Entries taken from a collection
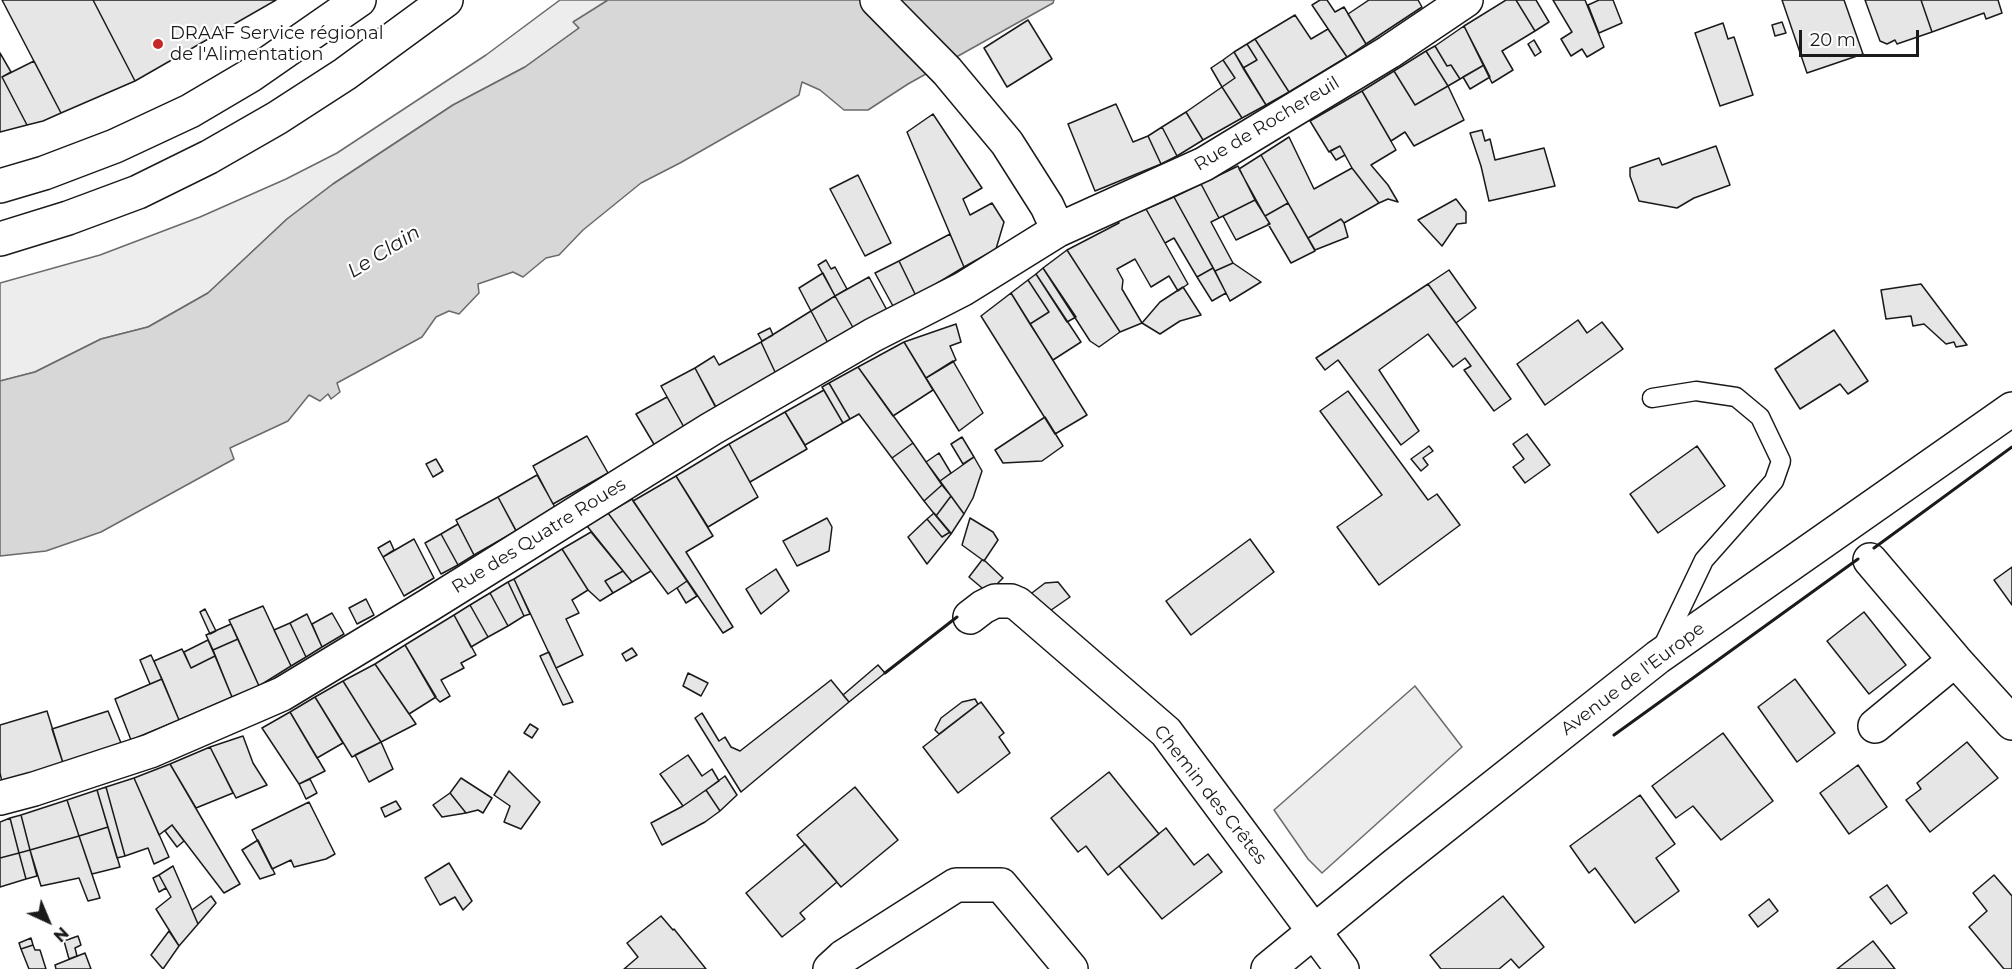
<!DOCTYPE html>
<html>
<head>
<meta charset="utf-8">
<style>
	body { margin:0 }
	#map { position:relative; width:2012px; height:969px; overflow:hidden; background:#fff; font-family:Montserrat,sans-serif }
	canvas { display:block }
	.north { position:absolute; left:18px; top:891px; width:60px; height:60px; -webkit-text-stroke:4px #fff; paint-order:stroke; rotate:136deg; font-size:16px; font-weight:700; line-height:24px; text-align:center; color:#1a1a1a }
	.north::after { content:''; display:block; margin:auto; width:21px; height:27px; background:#1a1a1a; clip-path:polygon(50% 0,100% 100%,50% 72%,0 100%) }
	.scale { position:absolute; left:1799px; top:30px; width:120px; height:27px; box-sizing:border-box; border:3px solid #1a1a1a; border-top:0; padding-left:8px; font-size:18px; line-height:21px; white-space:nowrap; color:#1a1a1a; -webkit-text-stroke:4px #fff; paint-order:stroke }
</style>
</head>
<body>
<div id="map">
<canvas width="2012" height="969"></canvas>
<div class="north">N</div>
<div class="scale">20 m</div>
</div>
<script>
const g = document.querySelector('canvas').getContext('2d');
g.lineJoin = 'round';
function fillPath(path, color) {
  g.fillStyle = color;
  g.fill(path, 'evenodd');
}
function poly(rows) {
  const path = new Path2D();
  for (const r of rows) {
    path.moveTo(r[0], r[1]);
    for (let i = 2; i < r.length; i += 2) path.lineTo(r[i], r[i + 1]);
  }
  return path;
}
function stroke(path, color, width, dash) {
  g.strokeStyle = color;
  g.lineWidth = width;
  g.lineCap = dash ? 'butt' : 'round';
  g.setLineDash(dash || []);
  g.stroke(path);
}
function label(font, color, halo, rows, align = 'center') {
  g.font = font + ' Montserrat,sans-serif';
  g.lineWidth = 4.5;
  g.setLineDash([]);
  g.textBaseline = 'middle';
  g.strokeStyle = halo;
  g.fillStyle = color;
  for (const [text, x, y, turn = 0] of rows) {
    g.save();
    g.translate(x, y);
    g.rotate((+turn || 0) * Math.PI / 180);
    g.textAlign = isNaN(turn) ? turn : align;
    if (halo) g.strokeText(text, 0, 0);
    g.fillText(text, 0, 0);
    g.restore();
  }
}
const built = poly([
	[560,0,608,0,574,22,579,28,525,67,453,105,333,184,287,219,208,293,148,327,101,339,35,372,0,381,0,283,100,255,200,217,286,179,337,153,486,55,560,0],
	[1415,686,1462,747,1322,873,1308,859,1274,810,1415,686]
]);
const water = poly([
	[608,0,1054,0,1053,3,908,84,868,110,844,110,820,90,802,82,799,95,680,163,641,183,583,230,559,255,546,258,523,277,513,272,478,284,479,293,459,314,449,311,436,317,422,337,337,383,340,392,331,399,328,394,320,401,309,395,288,421,230,448,234,459,101,532,46,551,0,556,0,381,35,372,101,339,148,327,208,293,287,219,333,184,453,105,525,67,579,28,573,22,608,0]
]);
const building = poly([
	[2,0,93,0,135,81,61,113,2,0],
	[93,0,276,0,135,81,93,0],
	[1320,0,1327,0,1335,12,1344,7,1366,44,1347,57,1312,5,1320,0],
	[1369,0,1418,0,1422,7,1366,44,1348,14,1369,0],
	[1506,0,1516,0,1535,31,1502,51,1513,70,1492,83,1464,26,1506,0],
	[1516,0,1536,0,1549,22,1535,31,1516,0],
	[1553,0,1585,0,1604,47,1587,57,1582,49,1571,56,1561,39,1572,32,1553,0],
	[1599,0,1613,0,1622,23,1599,33,1588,5,1599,0],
	[1782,0,1844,0,1863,54,1807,73,1782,0],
	[1865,0,1921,0,1932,32,1897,44,1895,40,1887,44,1880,41,1865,0],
	[1921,0,1998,0,2002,13,1986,19,1984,13,1932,32,1921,0],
	[1295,15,1311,39,1328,29,1347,57,1289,92,1255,39,1295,15],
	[1028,20,1052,59,1007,87,984,48,1028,20],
	[1782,22,1786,33,1775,36,1772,25,1782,22],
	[1723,23,1728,39,1734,37,1753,95,1720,106,1695,33,1723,23],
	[1464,26,1484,65,1460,79,1451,65,1447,66,1435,46,1464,26],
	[1255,39,1289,92,1266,105,1243,68,1257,60,1247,44,1255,39],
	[1534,40,1541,52,1535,56,1528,44,1534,40],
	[1247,44,1257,60,1243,68,1234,52,1247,44],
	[1435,46,1447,66,1451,65,1460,79,1448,86,1426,51,1435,46],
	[1426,51,1448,86,1415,105,1394,71,1426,51],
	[1234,52,1266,105,1242,118,1222,87,1235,78,1223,60,1234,52],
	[0,53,11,72,2,77,27,125,0,132,0,53],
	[1223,60,1235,78,1222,87,1211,68,1223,60],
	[34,61,61,113,43,121,27,125,2,77,34,61],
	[1484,65,1490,77,1470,89,1463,77,1484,65],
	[1394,71,1415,105,1448,86,1464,120,1414,146,1405,132,1391,141,1362,91,1394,71],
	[1222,87,1242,118,1203,140,1186,112,1222,87],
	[1362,91,1396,150,1371,165,1388,185,1398,202,1388,199,1379,203,1352,168,1340,146,1329,152,1310,121,1362,91],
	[1116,104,1133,142,1148,136,1161,164,1095,191,1068,124,1116,104],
	[1186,112,1203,140,1177,156,1162,127,1186,112],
	[933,114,982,188,963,199,970,215,992,203,1004,222,996,249,964,267,907,132,933,114],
	[1162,127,1177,156,1161,164,1148,136,1162,127],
	[1482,130,1485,141,1490,139,1495,160,1544,148,1555,186,1489,201,1481,166,1470,133,1482,130],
	[1289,137,1314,189,1352,168,1379,203,1344,223,1341,219,1308,238,1261,155,1289,137],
	[1340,146,1345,155,1336,160,1330,151,1340,146],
	[1716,146,1730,185,1694,198,1677,208,1639,201,1630,176,1630,168,1659,158,1662,165,1716,146],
	[1261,155,1288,203,1265,216,1239,169,1261,155],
	[1238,166,1255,200,1219,218,1201,184,1238,166],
	[858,175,891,243,865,256,830,189,858,175],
	[1201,184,1219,218,1211,222,1233,263,1215,271,1174,197,1201,184],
	[1174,197,1213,268,1197,277,1174,238,1165,243,1146,209,1174,197],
	[1456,199,1466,212,1466,223,1457,224,1442,246,1418,220,1456,199],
	[1255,200,1270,224,1236,240,1223,216,1255,200],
	[1288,203,1315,251,1291,263,1268,224,1270,224,1265,216,1288,203],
	[1146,209,1188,284,1178,291,1169,276,1151,287,1135,259,1117,269,1123,280,1122,289,1142,323,1120,332,1067,250,1119,223,1117,220,1146,209],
	[1341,219,1344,223,1348,237,1315,250,1308,238,1341,219],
	[950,234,964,267,916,296,899,261,950,234],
	[1067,250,1120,332,1099,347,1090,341,1043,268,1067,250],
	[826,260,831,269,835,267,847,289,835,296,818,265,826,260],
	[899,261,916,296,894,308,875,273,899,261],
	[1233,263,1261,282,1230,301,1215,271,1233,263],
	[1043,268,1076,317,1067,322,1036,274,1043,268],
	[1213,268,1226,293,1212,301,1197,277,1213,268],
	[1449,270,1476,308,1456,323,1428,284,1449,270],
	[823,273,835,296,811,311,799,288,823,273],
	[1036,274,1081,342,1053,360,1030,324,1049,312,1028,280,1036,274],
	[869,277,888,312,855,331,835,296,869,277],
	[1028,280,1049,312,1030,324,1011,293,1028,280],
	[1428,284,1511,399,1494,411,1464,370,1471,366,1465,358,1453,367,1428,334,1379,370,1419,431,1401,445,1338,360,1325,370,1316,358,1428,284],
	[1921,284,1967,345,1956,347,1954,342,1946,344,1924,324,1913,326,1911,316,1886,319,1881,290,1921,284],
	[1183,287,1201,315,1180,321,1160,334,1142,323,1160,302,1183,287],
	[1011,293,1087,415,1055,434,981,316,1011,293],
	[835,296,855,331,829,345,811,311,835,296],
	[811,311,829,345,776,374,761,342,811,311],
	[1578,320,1587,333,1602,322,1623,349,1545,405,1517,364,1578,320],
	[956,324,961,342,950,346,956,360,926,378,904,342,956,324],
	[770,328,773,335,762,341,758,334,770,328],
	[1834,330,1868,381,1848,394,1840,384,1800,409,1775,369,1834,330],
	[761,342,776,374,716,407,695,368,714,356,719,365,761,342],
	[904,342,933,390,893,416,858,367,904,342],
	[953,361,983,413,959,431,926,378,953,361],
	[858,367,913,443,892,458,859,414,850,419,829,383,858,367],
	[695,368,717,410,685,429,661,386,695,368],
	[829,383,850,419,843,423,822,387,829,383],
	[824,390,843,423,805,445,785,412,824,390],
	[1348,391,1428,500,1437,494,1460,525,1379,585,1337,527,1382,495,1320,411,1348,391],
	[667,397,685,429,655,446,636,414,667,397],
	[785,412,807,449,750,482,729,444,785,412],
	[1045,417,1063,446,1042,461,1003,463,995,450,1045,417],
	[1527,434,1550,465,1525,483,1513,467,1524,459,1513,444,1527,434],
	[587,436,608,473,553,504,533,466,587,436],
	[962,437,974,457,963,464,951,444,962,437],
	[913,443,942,485,924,501,892,458,913,443],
	[729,444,758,497,708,527,676,476,729,444],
	[1429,446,1433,451,1423,458,1428,465,1421,471,1411,459,1429,446],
	[1697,446,1725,486,1658,533,1630,494,1697,446],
	[939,453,951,473,940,481,926,462,939,453],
	[974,457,982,471,973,498,964,514,940,481,974,457],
	[436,459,443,471,433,477,426,464,436,459],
	[537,475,556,509,518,534,498,497,537,475],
	[676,476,713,536,686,552,733,627,723,633,633,501,676,476],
	[942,485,951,496,936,516,924,501,942,485],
	[951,496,964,514,951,534,936,516,951,496],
	[498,497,516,531,474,555,456,520,498,497],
	[632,499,687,581,668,594,608,513,632,499],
	[608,513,651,571,632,582,587,526,608,513],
	[934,513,950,532,942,537,927,519,934,513],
	[827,518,832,527,829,551,797,566,783,541,827,518],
	[970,518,993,532,998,540,984,561,962,545,970,518],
	[927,519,942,537,950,532,951,534,927,564,908,537,927,519],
	[458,524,474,555,458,565,441,534,458,524],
	[591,532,623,571,605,581,613,593,600,601,588,590,562,549,591,532],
	[441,534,458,565,441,574,425,543,441,534],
	[414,539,434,578,404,596,383,557,414,539],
	[1250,539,1274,572,1191,635,1166,601,1250,539],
	[390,541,394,550,383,557,378,548,390,541],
	[562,549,588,590,572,600,579,613,566,619,583,655,556,668,514,579,562,549],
	[982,560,984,560,1003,578,988,593,969,577,982,560],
	[2012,567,2012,605,1994,580,2012,567],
	[776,569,789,591,761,614,746,589,776,569],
	[623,571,632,582,613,593,605,581,623,571],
	[514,579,530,614,524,616,508,582,514,579],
	[687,581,697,596,686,603,677,588,687,581],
	[508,582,524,616,508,626,490,593,508,582],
	[1058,582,1070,597,1044,615,1024,599,1045,583,1058,582],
	[490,593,508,626,488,637,470,605,490,593],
	[366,599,374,615,357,624,349,608,366,599],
	[470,605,488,637,471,647,454,615,470,605],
	[263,606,291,666,259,686,229,620,263,606],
	[205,609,216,631,210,634,200,612,205,609],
	[1864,612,1906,665,1869,694,1827,641,1864,612],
	[332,613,344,634,322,647,312,624,332,613],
	[307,614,322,647,306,657,290,623,307,614],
	[454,615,476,655,461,663,464,668,441,680,450,696,440,702,435,697,405,645,454,615],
	[290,623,306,657,291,666,274,630,290,623],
	[231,624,238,639,213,650,206,635,231,624],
	[238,639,259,686,232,697,213,650,238,639],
	[208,640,215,656,191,668,184,652,208,640],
	[405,645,436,697,409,714,375,664,405,645],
	[632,648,637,655,626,661,622,654,632,648],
	[182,649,191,668,215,656,232,697,179,720,154,661,182,649],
	[549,652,556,668,573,702,563,705,540,656,549,652],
	[151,655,162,679,150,684,140,660,151,655],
	[375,664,416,724,381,742,343,681,375,664],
	[878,665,885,673,849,702,843,695,878,665],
	[688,673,708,683,701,696,683,686,688,673],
	[162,679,179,720,131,740,115,699,162,679],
	[1795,679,1835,733,1797,762,1758,707,1795,679],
	[831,680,849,702,741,792,695,718,702,713,719,741,725,737,731,747,740,751,831,680],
	[343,681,381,742,352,757,315,697,343,681],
	[315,697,343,743,317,758,290,712,315,697],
	[975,699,978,704,939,734,935,730,941,718,962,702,975,699],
	[981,702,1004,733,999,737,1010,753,958,793,923,747,981,702],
	[47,711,63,763,2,782,0,773,0,725,47,711],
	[108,711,121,743,63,763,52,729,108,711],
	[290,712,325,771,299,784,262,728,290,712],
	[530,724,538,729,532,738,524,733,530,724],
	[1723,733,1773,801,1721,840,1693,806,1676,818,1652,786,1723,733],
	[243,736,253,763,267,785,236,798,210,747,243,736],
	[381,742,393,769,369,782,355,755,381,742],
	[1967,742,1998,778,1930,832,1906,800,1921,789,1917,783,1967,742],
	[210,747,233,793,196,808,170,764,210,747],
	[688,755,702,776,712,769,719,781,683,806,660,774,688,755],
	[170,764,240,884,224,893,172,825,159,835,134,778,170,764],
	[1858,765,1887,807,1849,834,1820,793,1858,765],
	[509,771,540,802,521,829,504,822,510,806,494,795,509,771],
	[1109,772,1159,834,1108,875,1086,846,1078,852,1051,818,1109,772],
	[725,776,737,795,720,811,706,790,725,776],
	[134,778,169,857,154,864,148,848,125,856,106,787,134,778],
	[461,778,492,798,483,813,478,810,466,813,450,793,461,778],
	[310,779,317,793,306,799,299,784,310,779],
	[106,787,125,856,117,858,97,790,106,787],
	[855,787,898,840,841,887,797,835,855,787],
	[97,790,108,827,79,836,67,800,97,790],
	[706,790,720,811,705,822,662,845,651,823,683,806,706,790],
	[450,793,466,813,442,817,433,805,450,793],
	[1640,795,1675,844,1656,858,1679,891,1635,923,1595,868,1589,873,1570,846,1640,795],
	[67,800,79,836,30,850,21,815,67,800],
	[396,801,401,809,385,817,381,808,396,801],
	[309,802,335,854,326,859,294,867,291,860,272,869,252,830,309,802],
	[21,815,30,850,19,853,10,818,21,815],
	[10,818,19,853,0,858,0,822,10,818],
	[172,825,184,841,177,847,165,831,172,825],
	[108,827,120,867,92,874,79,836,108,827],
	[1166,828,1194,865,1208,854,1222,872,1162,919,1119,866,1166,828],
	[79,836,100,898,88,901,79,878,41,886,30,850,79,836],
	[258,840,275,874,260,879,242,850,258,840],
	[805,844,837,882,800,913,805,919,782,937,746,893,805,844],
	[30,850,37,876,26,879,19,853,30,850],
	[19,853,26,879,0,887,0,858,19,853],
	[449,863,472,901,463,910,455,897,440,905,425,878,449,863],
	[173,866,198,924,179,946,156,909,171,897,159,875,173,866],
	[159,875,166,888,159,892,153,878,159,875],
	[1994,875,2012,896,2012,969,2004,969,1969,927,1987,911,1973,893,1994,875],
	[1887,885,1907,913,1891,924,1870,897,1887,885],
	[211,896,216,903,198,924,192,910,211,896],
	[1503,896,1544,947,1519,968,1511,959,1499,969,1441,969,1430,955,1503,896],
	[1769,899,1778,911,1758,927,1749,915,1769,899],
	[661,916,673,930,674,929,706,969,624,969,638,957,627,943,661,916],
	[169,931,179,946,163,969,151,955,169,931],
	[78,936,81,945,75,948,77,956,69,959,64,941,78,936],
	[31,938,33,945,21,949,19,943,31,938],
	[1873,941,1895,969,1837,969,1873,941],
	[33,945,35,950,40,950,46,969,29,969,21,949,33,945],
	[85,953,91,969,56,969,55,965,85,953]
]);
const lane = poly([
	[1652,398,1696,391,1736,397,1760,417,1781,461,1774,481,1704,560,1661,650]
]);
const street = poly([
	[877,0,947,71,1007,143,1047,206,1058,230],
	[1870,560,1955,660,2012,723],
	[970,617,983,607,995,601,1011,601,1018,604,1166,732,1342,969],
	[1875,726,1955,660],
	[0,798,34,789,150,751,282,694,429,605,711,429,873,335,963,289,1058,230,1204,164,1389,52,1466,0],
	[830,969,843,957,956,885,1001,885,1071,969]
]);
const secondary = poly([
	[0,186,44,173,115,146,190,111,251,75,359,0],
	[0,239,68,218,138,192,209,157,277,118,345,74,446,0],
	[1268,969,1395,865,1658,657,2012,409]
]);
const wall = poly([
	[1874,548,2012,447],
	[885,673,957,617],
	[1614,735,1858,559]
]);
const markers = [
	[158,44,6,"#c62828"]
];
const poiNames = [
	["DRAAF Service régional",170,34],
	["de l'Alimentation",170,55]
];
const streetNames = [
	["Rue de Rochereuil",1267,124,-31],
	["Rue des Quatre Roues",539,536,-32],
	["Avenue de l'Europe",1633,679,-37],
	["Chemin des Crêtes",1210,795,52]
];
const waterNames = [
	["Le Clain",384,252,-32]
];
fillPath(built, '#ededed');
stroke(built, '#6a6a6a', 1.5);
fillPath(water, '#d7d7d7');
stroke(water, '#6a6a6a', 1.5);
fillPath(building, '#e6e6e6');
stroke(building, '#1a1a1a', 1.5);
stroke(lane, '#1a1a1a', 21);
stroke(street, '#1a1a1a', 36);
stroke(secondary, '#1a1a1a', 36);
stroke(lane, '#fff', 18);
stroke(street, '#fff', 33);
stroke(secondary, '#fff', 33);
stroke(wall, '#1a1a1a', 3);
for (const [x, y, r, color] of markers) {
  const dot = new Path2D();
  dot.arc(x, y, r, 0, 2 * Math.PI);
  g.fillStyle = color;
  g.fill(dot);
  stroke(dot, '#fff', 2);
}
label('18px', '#1a1a1a', '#fff', poiNames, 'left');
label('18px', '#1a1a1a', '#fff', streetNames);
label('italic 20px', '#1a1a1a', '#fff', waterNames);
</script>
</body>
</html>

→ EXERCISE DETAILS: Please state how many lines in the data contain the word "Math", giving only that number.

→ OUTPUT OF THE EXERCISE: 2